Last of this troop came some inferior officer, also in his chair, who, as he went slowly up the hill, with his face turned toward the gang which followed, drew every other second the cigar from his lips, to inspirit them with those ejaculations which earned for the Spaniards of the sixteenth century the uncharitable imputation of being the most abominable swearers of all Europeans.

“The blasphemous dog!” said Yeo, fumbling at his bowstring, as if he longed to send an arrow through him. But Amyas had hardly laid his finger on the impatient veteran’s arm, when another procession followed, which made them forget all else.

A line of Indians, Negroes, and Zambos, naked, emaciated, scarred with whips and fetters, and chained together by their left wrists, toiled upwards, panting and perspiring under the burden of a basket held up by a strap which passed across their foreheads. Yeo’s sneer was but too just; there were not only old men and youths among them, but women; slender young girls, mothers with children running at their knee; and, at the sight, a low murmur of indignation rose from the ambushed Englishmen, worthy of the free and righteous hearts of those days, when Raleigh could appeal to man and God, on the ground of a common humanity, in behalf of the outraged heathens of the New World; when Englishmen still knew that man was man, and that the instinct of freedom was the righteous voice of God; ere the hapless seventeenth century had brutalized them also, by bestowing on them, amid a hundred other bad legacies, the fatal gift of negro-slaves.

But the first forty, so Amyas counted, bore on their backs a burden which made all, perhaps, but him and Yeo, forget even the wretches who bore it.
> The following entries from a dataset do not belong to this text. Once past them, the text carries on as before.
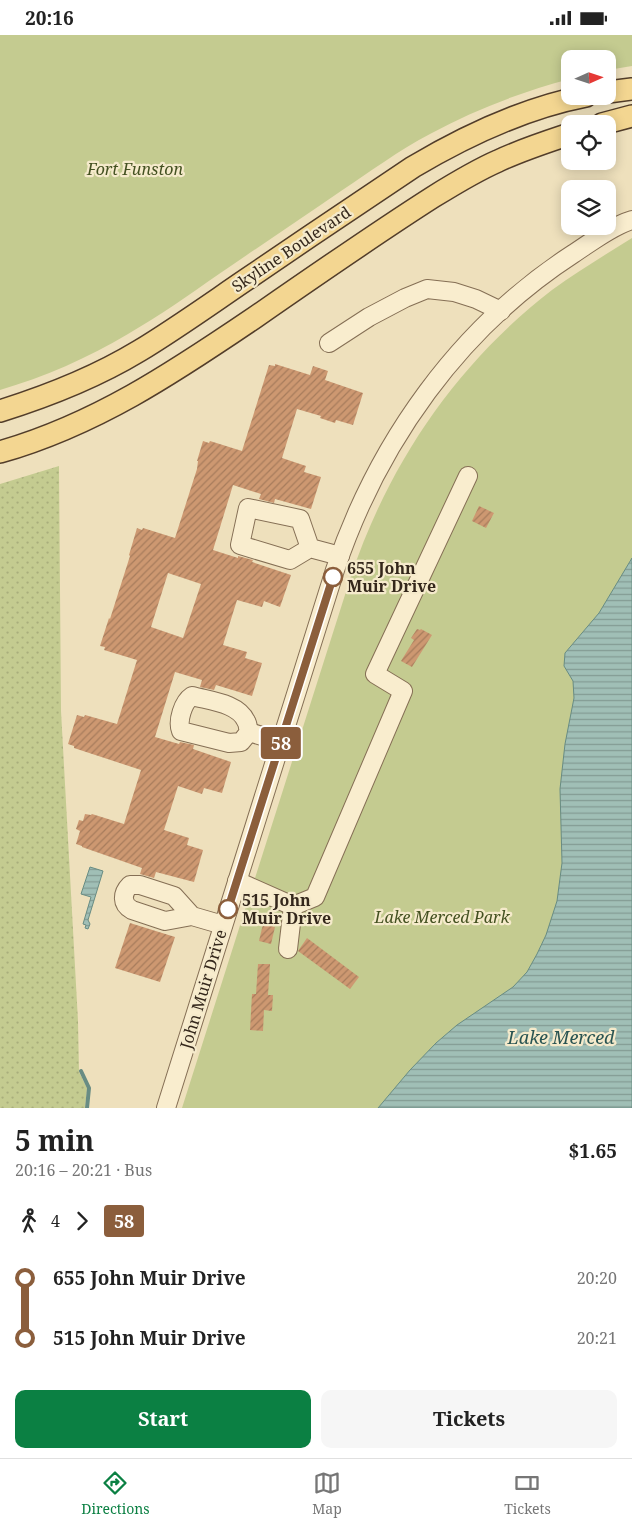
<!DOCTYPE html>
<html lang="en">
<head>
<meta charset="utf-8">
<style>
  :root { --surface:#fff; --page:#f6f6f6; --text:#222; --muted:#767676; --line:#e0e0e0; --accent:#0b8043 }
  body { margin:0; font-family:"Noto Serif",serif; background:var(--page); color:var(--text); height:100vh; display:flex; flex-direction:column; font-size:19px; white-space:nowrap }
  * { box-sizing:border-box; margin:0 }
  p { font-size:16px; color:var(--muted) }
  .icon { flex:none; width:28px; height:28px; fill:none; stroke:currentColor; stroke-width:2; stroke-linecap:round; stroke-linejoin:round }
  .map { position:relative; height:1073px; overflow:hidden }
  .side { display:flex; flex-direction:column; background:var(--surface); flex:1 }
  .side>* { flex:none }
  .badge { padding:0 10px; border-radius:4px; font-size:18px; line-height:32px }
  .needle { width:32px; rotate:87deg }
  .fabs { position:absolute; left:561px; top:15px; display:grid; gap:10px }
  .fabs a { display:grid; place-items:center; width:55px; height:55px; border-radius:10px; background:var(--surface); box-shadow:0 2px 12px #0003; font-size:25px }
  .map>.badge { position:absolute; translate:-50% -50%; box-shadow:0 0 0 2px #fff }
  .legs { display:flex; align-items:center; gap:8px; height:55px; padding:0 15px; font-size:16px }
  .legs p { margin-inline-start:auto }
  .overview { display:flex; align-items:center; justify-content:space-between; height:85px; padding:0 15px }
  h1 { font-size:28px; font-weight:700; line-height:38px }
  .primary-button { display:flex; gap:10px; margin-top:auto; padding:10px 15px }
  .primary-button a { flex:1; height:58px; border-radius:10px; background:var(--accent); color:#fff; font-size:20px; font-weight:700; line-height:58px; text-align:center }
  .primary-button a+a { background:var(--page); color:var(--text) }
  ul { padding:0 15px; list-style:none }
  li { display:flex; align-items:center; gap:18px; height:60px; font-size:19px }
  li i { display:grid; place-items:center; width:8px; height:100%; margin:0 6px; background:currentColor }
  li i::after { content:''; width:12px; height:12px; margin:-6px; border:4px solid; border-radius:50%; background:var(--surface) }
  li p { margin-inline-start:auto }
  li:first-child i { background:linear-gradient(#0000 50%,currentColor 0) }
  li:last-child i { background:linear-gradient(currentColor 50%,#0000 0) }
  .status { display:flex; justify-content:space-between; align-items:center; height:35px; padding:0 25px; background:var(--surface); direction:ltr }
  .status svg { height:14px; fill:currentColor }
  .tab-bar { display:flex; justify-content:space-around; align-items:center; height:70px; border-top:1px solid var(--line); background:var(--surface); font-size:14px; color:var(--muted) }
  .tab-bar a { display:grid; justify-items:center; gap:2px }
  .tab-bar .on { color:var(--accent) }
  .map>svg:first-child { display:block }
  .grass { fill:url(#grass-dots) }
  .park { fill:#c4cb90 }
  .water { fill:url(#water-rules); stroke:#688c83 }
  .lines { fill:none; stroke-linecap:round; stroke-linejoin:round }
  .stream { stroke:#688c83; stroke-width:4 }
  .building { fill:url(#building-hatch); fill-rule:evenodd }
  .minor-casing { stroke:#856f55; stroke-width:20 }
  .major-casing { stroke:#523d2a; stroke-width:24 }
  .minor { stroke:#f9edce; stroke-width:18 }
  .major { stroke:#f3d691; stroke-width:21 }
  .line-1-casing { stroke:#fff; stroke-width:11 }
  .line-1 { stroke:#8b5e3c; stroke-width:8 }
  .stop-1-dot { fill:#fff; stroke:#8b5e3c; stroke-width:2.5 }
  .labels { text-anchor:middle; stroke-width:4.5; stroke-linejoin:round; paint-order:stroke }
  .park-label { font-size:16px; font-style:italic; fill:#445121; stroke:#f5eacb }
  .street-label { font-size:16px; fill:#34271b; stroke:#f5eacb }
  .stop-label { font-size:16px; font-weight:bold; fill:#34271b; stroke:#f5eacb; text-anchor:start }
  .water-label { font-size:18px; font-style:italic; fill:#295452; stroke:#f5eacb }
</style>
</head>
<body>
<div class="status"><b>20:16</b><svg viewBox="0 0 49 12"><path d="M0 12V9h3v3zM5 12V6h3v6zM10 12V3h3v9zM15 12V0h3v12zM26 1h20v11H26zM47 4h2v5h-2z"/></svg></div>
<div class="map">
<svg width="632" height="1073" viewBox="0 0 632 1073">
  <defs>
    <pattern id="grass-dots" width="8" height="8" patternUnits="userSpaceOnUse" patternTransform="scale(1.25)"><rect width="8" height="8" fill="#c4cb90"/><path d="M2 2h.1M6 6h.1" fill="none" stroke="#a9ae7c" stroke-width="1.8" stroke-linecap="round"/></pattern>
    <pattern id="water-rules" width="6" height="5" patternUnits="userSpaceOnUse" patternTransform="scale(1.25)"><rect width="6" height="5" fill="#a0bfb6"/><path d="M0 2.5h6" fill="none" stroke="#839b93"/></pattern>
    <pattern id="building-hatch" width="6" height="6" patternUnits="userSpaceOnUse" patternTransform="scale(1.25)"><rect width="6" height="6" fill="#cd9871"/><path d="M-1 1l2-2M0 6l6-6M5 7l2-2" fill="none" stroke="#a77c5c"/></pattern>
  </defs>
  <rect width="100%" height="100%" fill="#eee0bc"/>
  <path class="grass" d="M59,431L61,676L78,986L79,1037L87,1053L85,1073H0V449Z"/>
  <g class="park">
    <path d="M0,0H632V31L608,35V24H570V44C521,57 474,75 430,99C399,115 370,137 341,156C300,184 260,211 219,239C189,260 159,281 128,299C88,323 44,342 0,355Z"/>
    <path d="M632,203V1073H182L351,541C389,428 457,328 552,255C578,236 605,220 632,203Z"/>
  </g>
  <g class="water">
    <path d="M632,523V1073H378L410,1035L436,1008L457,990L513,952L527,937L537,919L546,900L557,866L562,828L560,754L565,709L574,663L573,646L564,631L565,618L599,578Z"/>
    <path d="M90,832L103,836L88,885L90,889L88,894L85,893L86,890L83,889L91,862L81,859Z"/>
  </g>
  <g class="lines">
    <path class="stream" d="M81,1036L89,1053L87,1073"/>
  </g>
  <g class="building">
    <path d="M275,329L310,340L313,331L328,336L325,345L363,358L353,390L336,385L335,388L320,383L321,381L297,374L282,423L306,431L304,437L321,442L311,474L275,464L274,468L259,464L261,459L233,450L213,515L238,523V521L253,525L252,527L291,540L280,572L264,566L262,572L237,565L223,610L247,617L245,623L262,628L252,661L216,650L214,655L200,652L202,645L175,637L155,702L179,709L180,707L194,710L193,714L231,727L222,758L204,753L202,759L178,751L164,795L189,803L187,810L203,815L194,847L156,837L154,843L140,839L142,833L82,812V811L76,809L80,796L76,794L79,785L83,786L85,779L91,780L92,779L124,789L141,735L74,713V711L68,709L77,680L84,682L85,680L117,689L137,625L104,615L105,612L100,611L109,583L110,584L130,521L129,520L137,493L142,495L143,493L175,503L197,434L198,426H197L203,406L209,408L210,406L242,416L269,330L275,331ZM168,538L201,549L183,603L151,592Z"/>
    <path d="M479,471L494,478L486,493L472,486Z"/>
    <path d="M417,594L420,595L421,594L432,600L412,632L401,626L414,605L411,603Z"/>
    <path d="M130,888L175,902L160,947L115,933Z"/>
    <path d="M263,889L275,892L271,909L259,906Z"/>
    <path d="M307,903L359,942L350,954L298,916Z"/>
    <path d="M258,929H270L268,960H273L272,976L264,975L263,996L250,995L252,959H256Z"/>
  </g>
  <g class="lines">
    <g class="minor-casing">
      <g id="minor">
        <path d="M329,308L369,282L405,263L427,254L454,257L476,264L501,276"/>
        <path d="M310,513L290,525L240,510L248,473L300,484L310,513L340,521"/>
        <path d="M192,661C210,666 238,668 246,686C248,689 248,694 249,697L241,707L229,708L181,696C177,686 183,667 192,661Z"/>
        <path d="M249,697L281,707"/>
        <path d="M237,846L293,871L315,862L403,656L375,639L468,441"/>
        <path d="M192,881L165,886L132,875C121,869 122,858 130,850H140L174,861L192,881L223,890"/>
        <path d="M288,914L293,871"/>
        <path d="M166,1073L335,535C378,407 459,293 573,219C590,208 612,191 632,185"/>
      </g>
    </g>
    <g class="major-casing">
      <g id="major">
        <path d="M608,57L632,54"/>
        <path d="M602,89L632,81"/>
        <path d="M0,376C48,361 96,342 139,316C177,293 213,267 250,242C304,205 359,168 413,132C467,100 524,73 586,61"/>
        <path d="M0,417C95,390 173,338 254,283C313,242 372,201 433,162C454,149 475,136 498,126C521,115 546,107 570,99"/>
      </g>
    </g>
    <use href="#minor" class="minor"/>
    <use href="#major" class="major"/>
  </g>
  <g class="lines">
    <g class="line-1-casing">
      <path id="line-1" d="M228,874L333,542"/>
    </g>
    <use href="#line-1" class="line-1"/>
  </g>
  <g class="stop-1-dot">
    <circle cx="333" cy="542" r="9"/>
    <circle cx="228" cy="874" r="9"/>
  </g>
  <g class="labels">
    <g class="park-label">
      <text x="135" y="140">Fort Funston</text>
      <text x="442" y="888">Lake Merced Park</text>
    </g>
    <g class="street-label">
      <text transform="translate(291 214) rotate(-34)" y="6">Skyline Boulevard</text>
      <text transform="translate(203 954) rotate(-73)" y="6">John Muir Drive</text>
    </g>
    <g class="stop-label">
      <text x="347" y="539">655 John<tspan x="347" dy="18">Muir Drive</tspan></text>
      <text x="242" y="871">515 John<tspan x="242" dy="18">Muir Drive</tspan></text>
    </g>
    <g class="water-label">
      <text x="561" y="1009">Lake Merced</text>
    </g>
  </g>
</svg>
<div class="fabs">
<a><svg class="needle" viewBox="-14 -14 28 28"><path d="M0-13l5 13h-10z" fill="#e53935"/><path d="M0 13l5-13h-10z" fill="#767676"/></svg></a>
<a><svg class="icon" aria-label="locate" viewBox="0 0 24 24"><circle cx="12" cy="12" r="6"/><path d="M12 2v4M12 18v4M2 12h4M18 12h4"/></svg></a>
<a><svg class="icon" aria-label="layers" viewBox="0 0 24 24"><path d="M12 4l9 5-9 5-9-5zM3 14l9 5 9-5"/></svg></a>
</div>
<b class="badge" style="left:281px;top:708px;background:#8b5e3c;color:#fff">58</b>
</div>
<section class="side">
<div class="overview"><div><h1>5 min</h1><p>20:16 – 20:21 · Bus</p></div><b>$1.65</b></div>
<div class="legs"><svg class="icon" aria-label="walk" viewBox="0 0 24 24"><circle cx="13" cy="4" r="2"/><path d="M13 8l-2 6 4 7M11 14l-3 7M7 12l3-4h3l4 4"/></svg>4<svg class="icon" aria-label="forward" viewBox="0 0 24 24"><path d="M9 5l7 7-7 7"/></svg><b class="badge" style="background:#8b5e3c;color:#fff">58</b></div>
<ul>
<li><i style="color:#8b5e3c"></i><b>655 John Muir Drive</b><p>20:20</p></li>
<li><i style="color:#8b5e3c"></i><b>515 John Muir Drive</b><p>20:21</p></li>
</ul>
<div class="primary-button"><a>Start</a><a>Tickets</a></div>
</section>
<nav class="tab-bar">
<a class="on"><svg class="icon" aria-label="directions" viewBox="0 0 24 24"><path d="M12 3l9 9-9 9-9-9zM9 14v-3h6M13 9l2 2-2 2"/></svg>Directions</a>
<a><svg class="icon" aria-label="map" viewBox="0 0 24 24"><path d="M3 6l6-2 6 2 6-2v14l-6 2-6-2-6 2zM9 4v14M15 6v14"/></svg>Map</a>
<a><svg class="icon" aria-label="tickets" viewBox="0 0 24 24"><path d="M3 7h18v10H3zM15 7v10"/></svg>Tickets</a>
</nav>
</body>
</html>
Each basket contained a square package of carefully corded hide; the look whereof friend Amyas knew full well.

“What’s in they, captain?”

“Gold!” And at that magic word all eyes were strained greedily forward, and such a rustle followed, that Amyas, in the very face of detection, had to whisper—

“Be men, be men, or you will spoil all yet!”

The last twenty, or so, of the Indians bore larger baskets, but more lightly freighted, seemingly with manioc, and maize-bread, and other food for the party; and after them came, with their bearers and attendants, just twenty soldiers more, followed by the officer in charge, who smiled away in his chair, and twirled two huge mustachios, thinking of nothing less than of the English arrows which were itching to be away and through his ribs. The ambush was complete; the only question how and when to begin?

Amyas had a shrinking, which all will understand, from drawing bow in cold blood on men so utterly unsuspicious and defenseless, even though in the very act of devilish cruelty—for devilish cruelty it was, as three or four drivers armed with whips, lingered up and down the slowly staggering file of Indians, and avenged every moment’s lagging, even every stumble, by a blow of the cruel manati-hide, which cracked like a pistol-shot against the naked limbs of the silent and uncomplaining victim.

Suddenly the casus belli,[186-8] as usually happens, arose of its own accord.